他比劃著:“廠子里頭有內部商店,那是給高級工和干部預備的,緊俏貨。可幾萬人吶,日常針頭線腦、油鹽醬醋、修修補補的零碎,哪能都指望里頭?所以外頭這條街上,供銷社、合作社、修理攤、舊貨鋪子,啥都有。方便!”
他指了指桌上那堆元件:“就這些破爛,廠里技術科淘汰下來的,或者設備更新換下來的零碎,隔三差五就流出來一些。供銷社邊上那些擺攤的老鄉,有時候也收,修個收音機、手電筒啥的,能用上。你要得多,便宜。”
賀瑾的心臟砰砰直跳。他快速看了一眼王小小。王小小面癱臉上沒什么表情,只是微微點了點頭。
“哥,你們這兒……像這樣的元件,還有別的嗎?比如電容、電阻、小變壓器啥的?”賀瑾追問,語氣里壓著興奮。
小伙子撓撓頭:“有呀!不過不在這兒,都在后頭庫房里,雜七雜八的,沒工夫細整理。你們要真想淘換點啥,得空去工業園那邊街上轉轉,擺攤的多,說不定能碰上更全乎的。就是得會看,有些是從廢品里淘的,好壞得自己試。”
王小小心里了然。
這情況和沈城有些類似,大工業基地形成的特殊生態。
廠區內部是一個相對封閉的供應體系,而廠區外圍,則自發形成了一個服務于龐大人群的官方半民間的灰色流通市場,反正在違規邊緣徘徊。

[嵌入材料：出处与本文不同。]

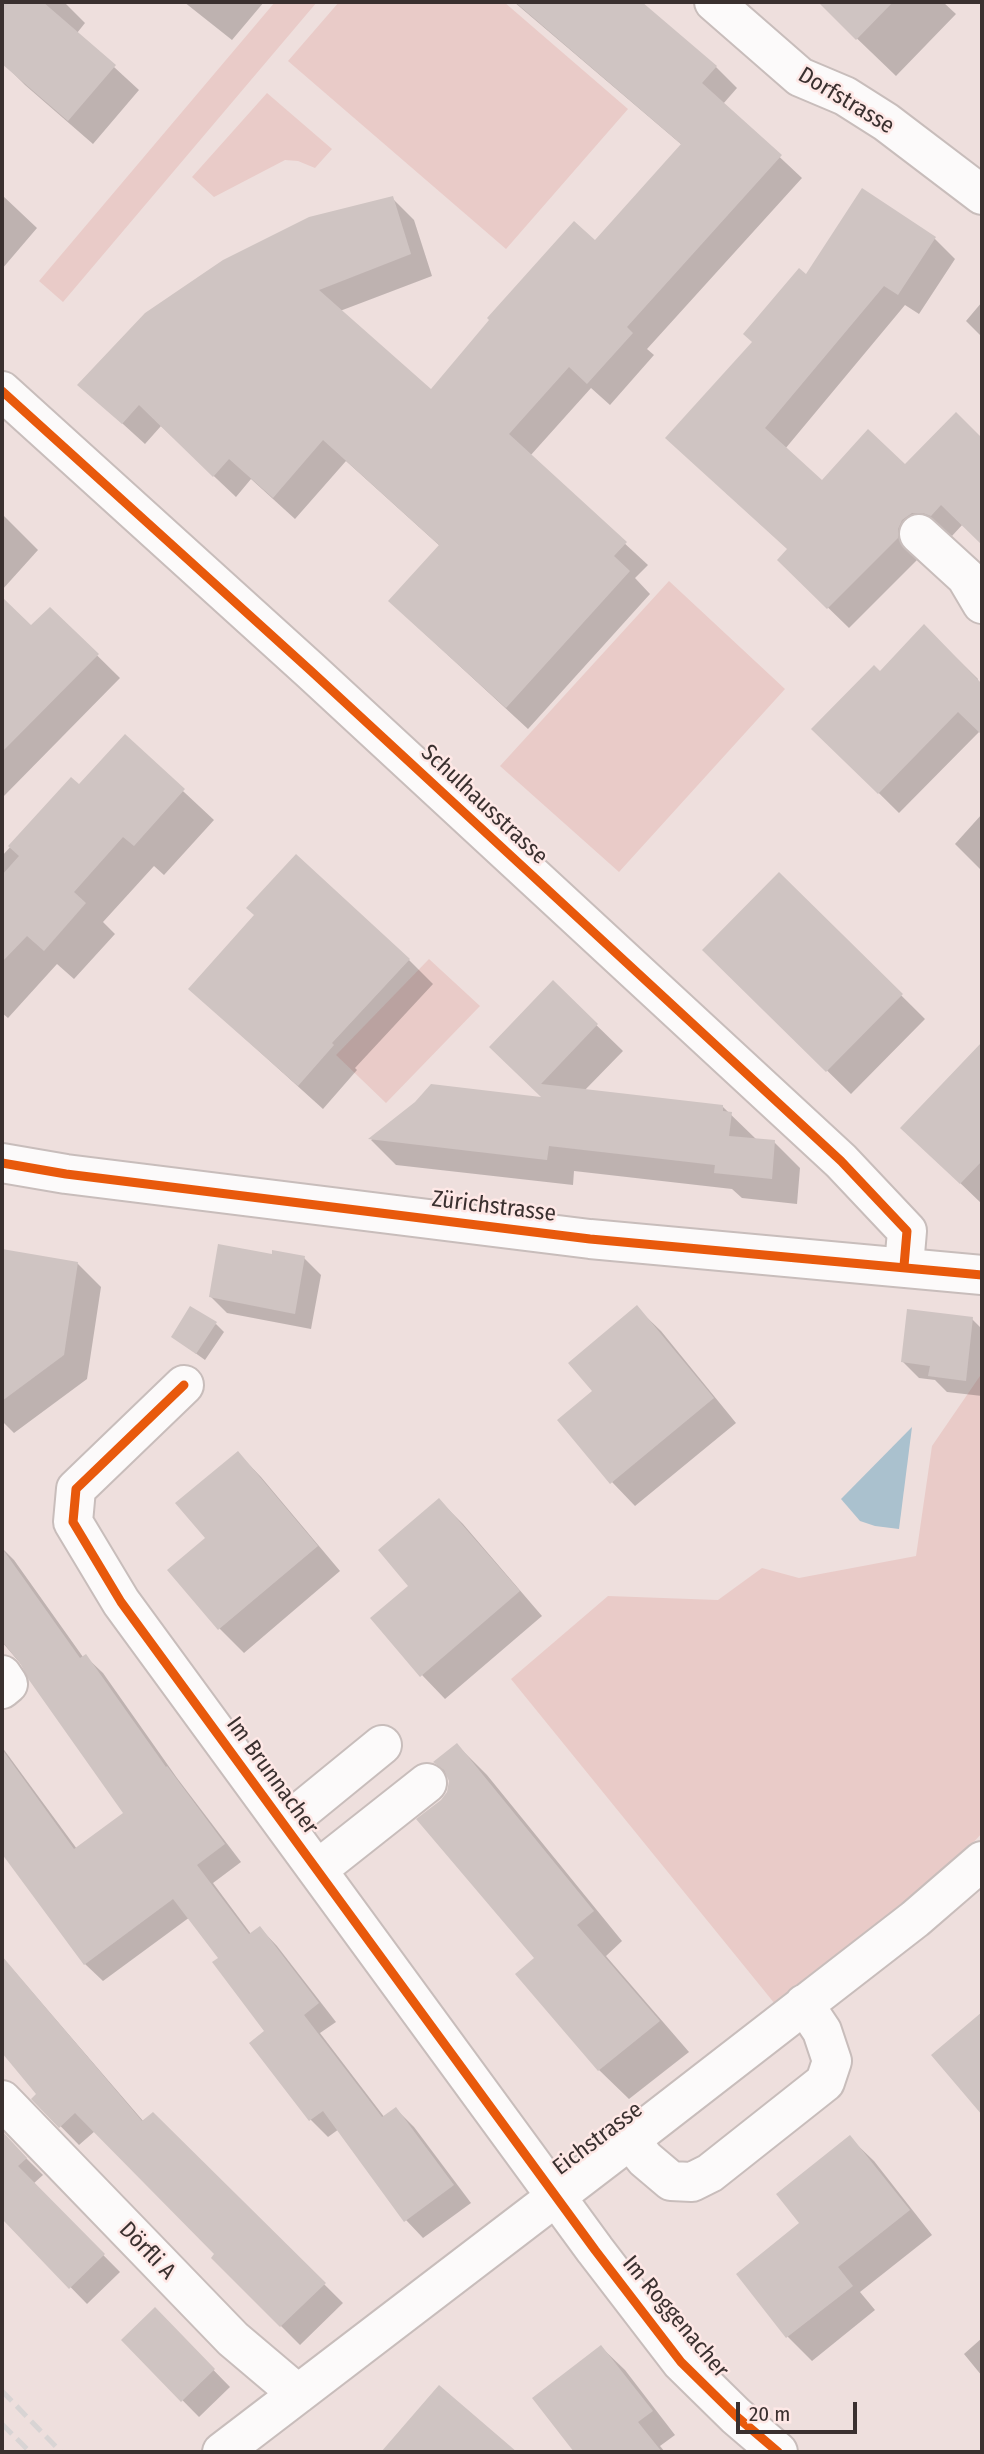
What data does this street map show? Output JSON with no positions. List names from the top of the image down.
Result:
{
  "streets": {
    "street": [
      "Dorfstrasse",
      "Schulhausstrasse",
      "Zürichstrasse",
      "Im Brunnacher",
      "Eichstrasse",
      "Dörfli A",
      "Im Roggenacher"
    ]
  },
  "crossings": [
    ["Schulhausstrasse", "Zürichstrasse"],
    ["Im Brunnacher", "Eichstrasse"],
    ["Im Brunnacher", "Im Roggenacher"],
    ["Eichstrasse", "Dörfli A"],
    ["Eichstrasse", "Im Roggenacher"]
  ],
  "scale_bar": "20 m"
}
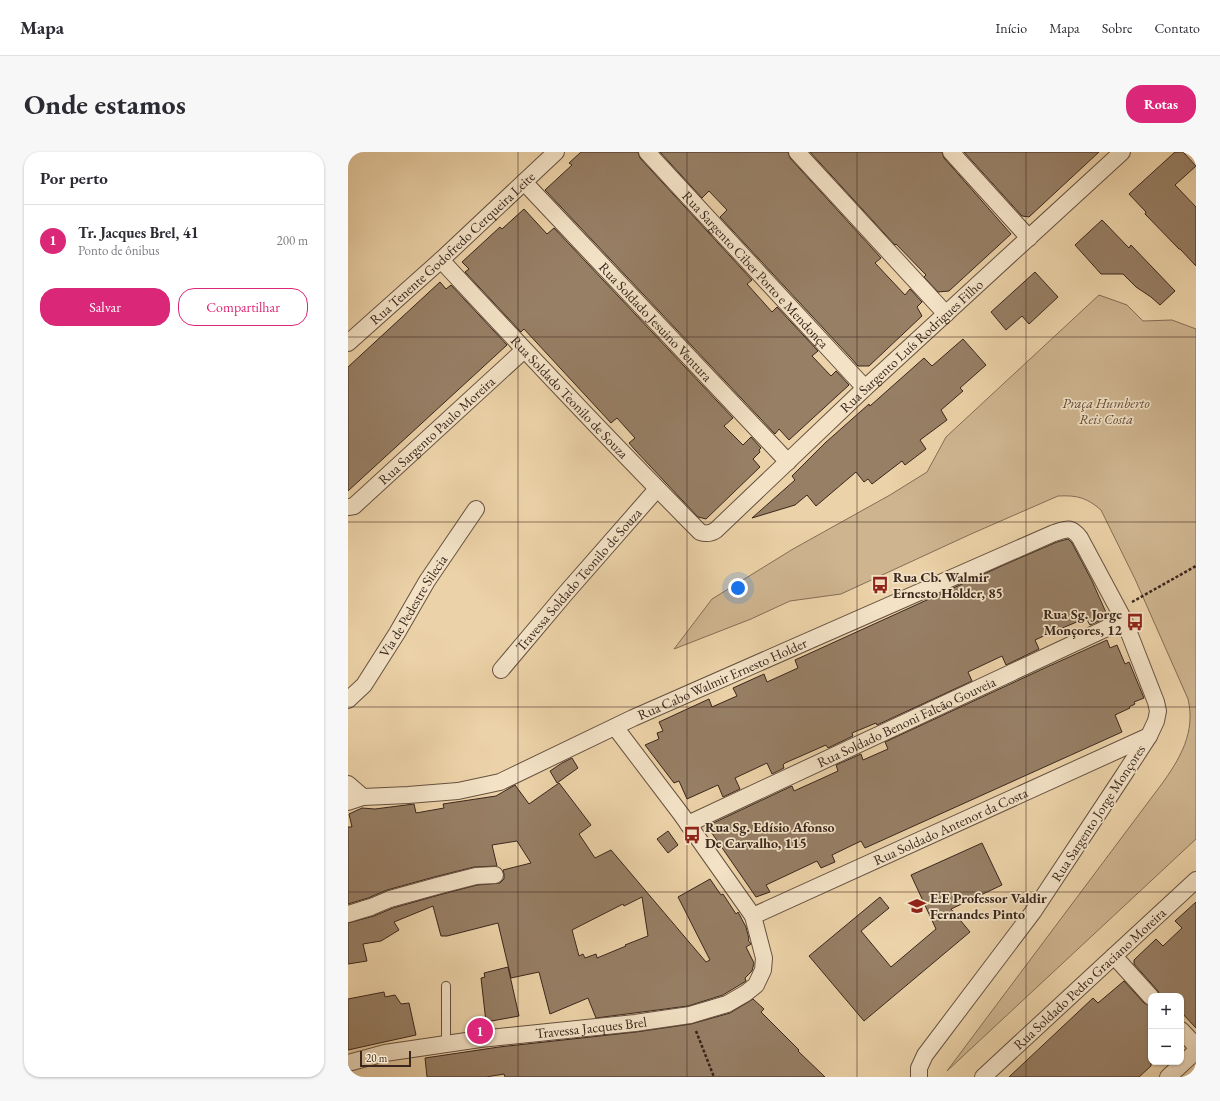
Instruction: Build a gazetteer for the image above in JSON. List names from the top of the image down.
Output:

技術淘汰品、邊角料、廢舊物資,在這里找到了二次生命的可能。
對于她和賀瑾來說,這不僅是二極管,更可能是一個未曾預料到的、獲取稀缺電子元件的寶藏渠道。
“謝謝哥!”賀瑾真誠地道謝,又瞄了一眼那堆二極管,才戀戀不舍地跟著王小小走出服務站。
外頭的冷風一吹,賀瑾壓抑不住的激動:“姐!你聽見了嗎?論斤稱!還有別的!工業園那邊街上!”
王小小把圍巾往上拉了拉,遮住下半張臉,只露出一雙冷靜的眼睛,“聽見了,和沈城那邊差不多。我們和李副團長收鋼鐵邊角料好后,我們單獨去,去后就離開濱城。”
賀瑾發熱的頭腦稍微冷卻了些,他點點頭:“我明白。只要能開證明,就光明正大地買。反正都是些破爛,價格合理,手續齊全,就沒人能挑刺。”
“嗯。”王小小看著街道的電車,“現在,先回去。起風了,小心著涼。走路回去還是坐電車回去。”
賀瑾不喜歡電車人多的氣味:“姐,我們走路回去,也就半個多小時。”
回到軍人服務站,大堂沒人。
王小小看到管理員,直接把大列巴掰斷和一根紅腸,遞給管理員阿姨。
管理員看到她的騷操作,滿頭黑線,這個小崽崽虎呀!這么硬的大列巴徒手掰斷~
“阿姨,給您,多虧您昨天給的地圖,讓我完成了一部分的任務。”王小小。
管理員阿姨看著大列巴和一根油亮的紅腸,又看看那兩個一溜煙跑上樓的半大身影,嘴角幾不可察地抽動了一下。
她拿起那截大列巴掂了掂,又硬又沉,夠她老伴啃好幾天。
她搖搖頭,家里有老鼎豐的糕點,小崽崽應該會喜歡吃的。
房間里暖氣充足,王小小和賀瑾脫下厚重的外套,都覺得有些燥熱。
賀瑾擔心說:“濱城消費好高呀!我們來到這里差不多花了80多元了吧!?剩下的錢夠我們用的嗎?”
王小小無語了:“這里的消費水平不高,我們倆第一天就跑到了頂級奢侈的西餐廳,吃了五十多元,今天去吃國營飯店,再去秋林公司買了紅腸和奶粉。如果我們就在軍人服務站吃飯,五十元夠我們吃上一個月了。”
賀瑾爬上她的床,狐疑看著她:“姐,你怎么不心疼了?去年我說要去全聚德,你還心疼,不同意,還是遇到嚴肅才吃上的。”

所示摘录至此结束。